The two separate Canadian venues where the exhibition is on, the University of Calgary’s Dean of Fine Arts Gallery and the University Theatre Gallery, both in different blocks of Craigie Hall on campus, allow for the Calgary artists to not only show much larger pieces—works that cannot be simply packed in a narrow crate—but for the form of the prints to break free from traditional two-dimensional representation:
Edwin Herrenschmidt: Integrating Concept with Form
Calgary's Burnt Toast Studio member (Alberta College of Art + Design graduate), Edwin Herrenschmidt utilized bas relief elements in his 2009 mixed media on wood diptych Dreamstate of Consciousness. This remarkable piece illustrates the id as not only separate and a mirror expression of our experience of reality, but impinging upon and shaping it:
- The print features two-panels, one on top of the other, depicting the silhouette of a man. In the lower panel, rendered with opaque ink, the figure appears to be going about his business, walking along a city sidewalk.
- The same man's form is shown upside down and in an altered position, as though 'floating at rest' in the upper panel. This shape is not inked in, but left to reveal the texture of the wood grain underneath it. Only the negative space has been filled with colour and shape.
- The angular forms like columns of a pipe organ or outlines of skyscrapers surrounding the man protrude from the surface of the lower wooden panel toward the viewer, extending the visual space outward.
Eveline Kolijn: Having Your Cake and Eating it Too
ACAD graduate', Eveline Kolijn's playful Coral Kolaidescycle assembled an intricate linocut pattern into a series of printed and folded paper sculptures much like the folded paper ‘fortune-teller’ games which are part of the North American schoolyard.
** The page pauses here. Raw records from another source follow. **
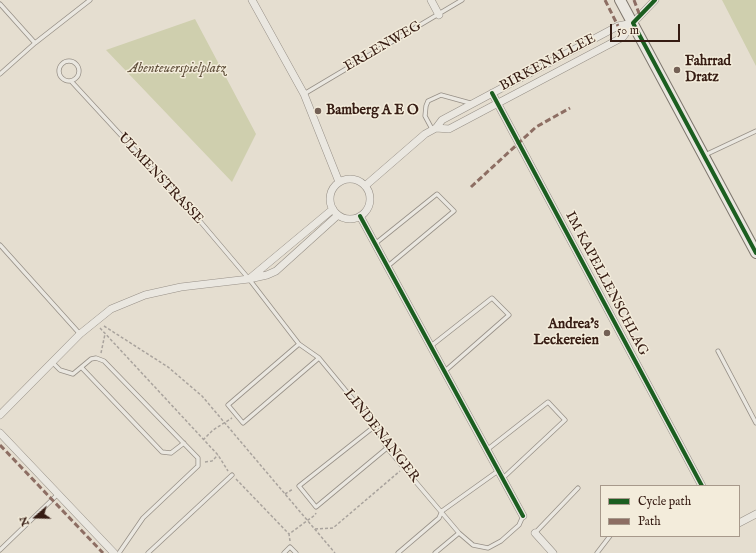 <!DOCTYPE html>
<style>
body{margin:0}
#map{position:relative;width:756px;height:553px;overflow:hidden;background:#e5ded0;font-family:"IM FELL English",serif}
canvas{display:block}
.legend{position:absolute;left:600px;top:485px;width:140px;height:52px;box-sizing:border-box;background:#f3ecdb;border:1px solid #a7998b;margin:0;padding:5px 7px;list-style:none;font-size:12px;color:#361c13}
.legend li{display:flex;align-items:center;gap:8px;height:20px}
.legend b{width:20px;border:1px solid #a7998b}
.north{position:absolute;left:16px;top:497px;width:40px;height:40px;-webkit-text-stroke:3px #f3ecdb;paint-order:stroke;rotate:250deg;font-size:11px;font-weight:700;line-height:16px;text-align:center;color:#361c13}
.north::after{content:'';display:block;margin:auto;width:14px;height:18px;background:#361c13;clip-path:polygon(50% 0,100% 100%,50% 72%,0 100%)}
.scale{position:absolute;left:610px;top:24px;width:70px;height:18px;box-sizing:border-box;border:2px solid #361c13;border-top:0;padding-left:5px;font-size:12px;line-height:14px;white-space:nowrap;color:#361c13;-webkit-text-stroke:3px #f3ecdb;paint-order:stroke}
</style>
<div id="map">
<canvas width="756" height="553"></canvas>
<ul class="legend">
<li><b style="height:5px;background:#1b5e20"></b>Cycle path</li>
<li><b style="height:5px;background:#8d6e63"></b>Path</li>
</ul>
<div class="north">N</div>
<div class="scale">50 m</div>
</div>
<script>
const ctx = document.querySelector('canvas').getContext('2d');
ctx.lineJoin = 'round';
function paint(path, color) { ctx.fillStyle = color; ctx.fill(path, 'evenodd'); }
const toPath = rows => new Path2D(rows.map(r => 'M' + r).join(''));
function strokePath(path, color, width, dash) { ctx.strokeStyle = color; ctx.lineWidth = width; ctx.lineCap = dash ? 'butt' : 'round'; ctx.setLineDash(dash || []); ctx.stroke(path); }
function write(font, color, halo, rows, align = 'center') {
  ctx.font = font + ' "IM FELL English",serif'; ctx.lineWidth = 3; ctx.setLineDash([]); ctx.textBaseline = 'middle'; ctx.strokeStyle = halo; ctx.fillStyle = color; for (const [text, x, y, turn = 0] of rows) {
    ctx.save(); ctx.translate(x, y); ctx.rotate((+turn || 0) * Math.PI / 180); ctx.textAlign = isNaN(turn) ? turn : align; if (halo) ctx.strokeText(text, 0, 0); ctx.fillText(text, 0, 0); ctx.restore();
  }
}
paint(toPath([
 [722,0,756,0,756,66],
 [195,19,256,134,232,182,106,50]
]), '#cfcfae');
const service = toPath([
 [0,4,35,43],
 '59 71a10 10 0 1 1 20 0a10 10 0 1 1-20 0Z',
 [0,74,35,43,90,0],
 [71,81,199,220,249,279,299,344,319,358,375,426,387,448,459,533,473,545,488,548,501,541,519,525,523,516],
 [304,94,462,0],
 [432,129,425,116,426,106,428,101,441,95,470,103],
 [705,155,756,131],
 [376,243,437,194,454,211,388,266],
 [0,245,80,334],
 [299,344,228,405,243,423,319,358],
 [431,346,492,298,509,315,445,371],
 [718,351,756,423],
 [52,362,60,370,73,374,91,359,96,358,104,361,198,458,198,466,143,518,119,553],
 [82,368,162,452,171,453,184,443],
 [375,426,299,486,316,507,387,448],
 [488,449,548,402,565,420,503,478],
 [535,533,578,488],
 [0,550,58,494],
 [148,553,232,475],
 [284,553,290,547,296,553],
 [398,553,439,518,442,511,498,471],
 [435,553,459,533],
 [597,553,610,536]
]);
const minor = toPath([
 [252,0,304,94,339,182],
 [431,0,439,15],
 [492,93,702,486],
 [436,128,449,129,623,37,633,23,655,0],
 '330 199a20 20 0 1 1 40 0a20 20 0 1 1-40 0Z',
 [365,186,425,134,436,128,442,120,618,26,633,23],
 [333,209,249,279,267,275,276,271,338,215],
 [360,216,523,516],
 [0,415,80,334,111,309,145,295,181,287,249,279],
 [0,433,114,553],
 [739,523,756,514],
 [535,533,553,553]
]);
const secondary = toPath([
 [620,0,756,253]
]);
strokePath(service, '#979087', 5);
strokePath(minor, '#979087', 8);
strokePath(secondary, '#7f776e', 12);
strokePath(toPath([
 [104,326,168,367,202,396,335,553],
 [100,328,218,455,228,471],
 [101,353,105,334],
 [203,440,213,430,232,418],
 [205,462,212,461,218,455],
 [236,479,289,534],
 [285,494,293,489],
 [315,529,333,528,400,471],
 [290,541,289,534,315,515,316,513]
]), '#a9a39d', 1.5, [3, 2]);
strokePath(service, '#eae7e0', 3.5);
strokePath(minor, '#eae7e0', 7);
strokePath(secondary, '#eae7e0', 10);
strokePath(toPath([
 [605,0,618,26],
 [634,0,640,16],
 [471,187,536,127,570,108],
 [0,445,103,553]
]), '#8d6e63', 3, [6, 3]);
strokePath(toPath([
 [655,0,633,23,756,253],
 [492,93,702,486],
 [360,216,523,516]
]), '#1b5e20', 4);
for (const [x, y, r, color] of [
 [677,70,4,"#736055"],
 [318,111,4,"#736055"],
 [607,333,4,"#736055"]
]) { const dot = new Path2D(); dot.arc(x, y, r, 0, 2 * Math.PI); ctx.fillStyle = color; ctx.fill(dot); strokePath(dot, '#f3ecdb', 1.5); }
write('14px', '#361c13', '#f3ecdb', [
 ["ERLENWEG",383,47,-30],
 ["BIRKENALLEE",548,63,-28],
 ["ULMENSTRASSE",160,179,47],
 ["IM KAPELLENSCHLAG",606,284,62],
 ["LINDENANGER",381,436,52]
]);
write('bold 14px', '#361c13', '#f3ecdb', [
 ["Fahrrad",685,62],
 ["Dratz",685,78],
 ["Bamberg A E O",326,111],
 ["Andrea's",599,325,"right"],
 ["Leckereien",599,341,"right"]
], 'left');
write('italic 14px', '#5e4e39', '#f3ecdb', [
 ["Abenteuerspielplatz",177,69]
]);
</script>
Her sculptures evoke both fractals and origami.
- The first print is displayed without cuts and folds to illustrate the form before the third dimension of depth has been added to it.
- Displayed on plinths in front of the flat print, the three folded sculptures demonstrate a strong circular shape from which printed pyramidal points rise.
- Through this process Kolijn shows how three-dimensional space in sculpture hides the perception of at least part of the materials used in an art piece, an experience akin to loss when the raw material is as beautiful as one of Kolijn’s linocuts.
In this manner, Kolijn’s piece dips into the realm of contemporary process-driven art, without completely submerging.
Takino Akiho: Utilizing Texture to Create Depth through Shadows
Kolijn and Herrenschmidt's work contrasts with the only piece from Japan during the Canadian leg of the tour which added the dimension of physical depth: Forte, 2009, by Takino Akiho from Kyoto City University of Fine Arts, a Polymer Intaglio which utilizes light embossing and stamp-work on a textured fibre surface to create shadows.
Laing did not mention whether the Kyoto and other Japanese gallery venues allowed their student printmakers to extend the vision of their work into other dimensions and process-driven work, but he did express satisfaction with being able to display larger Canadian works in Calgary.
The Japan-Calgary Printmakers' Exchange Exhibition is showing at the University of Calgary Dean of Fine Arts Gallery and Theatre Gallery until April 30th, 2010.